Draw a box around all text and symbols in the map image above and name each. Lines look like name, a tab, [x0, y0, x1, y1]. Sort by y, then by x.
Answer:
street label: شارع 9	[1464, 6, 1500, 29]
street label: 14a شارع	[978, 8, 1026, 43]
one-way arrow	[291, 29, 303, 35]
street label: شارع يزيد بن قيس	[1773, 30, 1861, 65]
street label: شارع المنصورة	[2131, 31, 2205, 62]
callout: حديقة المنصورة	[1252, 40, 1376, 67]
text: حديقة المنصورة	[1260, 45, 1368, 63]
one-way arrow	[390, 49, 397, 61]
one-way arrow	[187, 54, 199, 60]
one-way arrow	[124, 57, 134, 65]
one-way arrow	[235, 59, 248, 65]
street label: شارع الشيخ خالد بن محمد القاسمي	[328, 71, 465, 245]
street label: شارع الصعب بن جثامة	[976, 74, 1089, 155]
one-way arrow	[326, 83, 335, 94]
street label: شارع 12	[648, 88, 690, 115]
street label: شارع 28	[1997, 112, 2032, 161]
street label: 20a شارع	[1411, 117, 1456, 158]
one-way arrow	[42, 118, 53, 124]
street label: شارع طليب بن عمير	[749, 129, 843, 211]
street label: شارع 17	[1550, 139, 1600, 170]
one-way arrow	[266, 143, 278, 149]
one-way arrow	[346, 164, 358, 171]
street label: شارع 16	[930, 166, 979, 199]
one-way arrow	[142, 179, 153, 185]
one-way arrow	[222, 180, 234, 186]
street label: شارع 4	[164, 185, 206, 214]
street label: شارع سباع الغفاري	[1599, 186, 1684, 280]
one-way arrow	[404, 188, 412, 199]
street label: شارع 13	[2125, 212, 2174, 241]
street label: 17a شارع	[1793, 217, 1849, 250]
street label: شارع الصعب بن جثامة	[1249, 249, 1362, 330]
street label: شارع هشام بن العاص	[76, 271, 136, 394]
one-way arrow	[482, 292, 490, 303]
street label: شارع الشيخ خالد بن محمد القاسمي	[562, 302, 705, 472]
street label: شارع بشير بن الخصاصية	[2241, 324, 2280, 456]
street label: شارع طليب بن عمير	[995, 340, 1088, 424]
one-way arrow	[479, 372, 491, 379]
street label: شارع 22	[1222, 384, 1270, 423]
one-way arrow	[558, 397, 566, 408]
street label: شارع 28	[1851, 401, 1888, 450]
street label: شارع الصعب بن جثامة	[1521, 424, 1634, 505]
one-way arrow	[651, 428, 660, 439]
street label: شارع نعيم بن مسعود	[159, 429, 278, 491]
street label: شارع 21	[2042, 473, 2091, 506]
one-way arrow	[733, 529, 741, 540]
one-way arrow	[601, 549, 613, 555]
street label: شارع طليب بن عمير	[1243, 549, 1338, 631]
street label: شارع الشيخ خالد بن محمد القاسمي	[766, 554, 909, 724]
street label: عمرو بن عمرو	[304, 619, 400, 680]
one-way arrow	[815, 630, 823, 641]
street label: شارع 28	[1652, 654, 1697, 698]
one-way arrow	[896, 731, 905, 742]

- - -

### Exercise directions
Using the listing above, gather each line that holds the string "عمير" and copy it.

### Result of this task
street label: شارع طليب بن عمير	[749, 129, 843, 211]
street label: شارع طليب بن عمير	[995, 340, 1088, 424]
street label: شارع طليب بن عمير	[1243, 549, 1338, 631]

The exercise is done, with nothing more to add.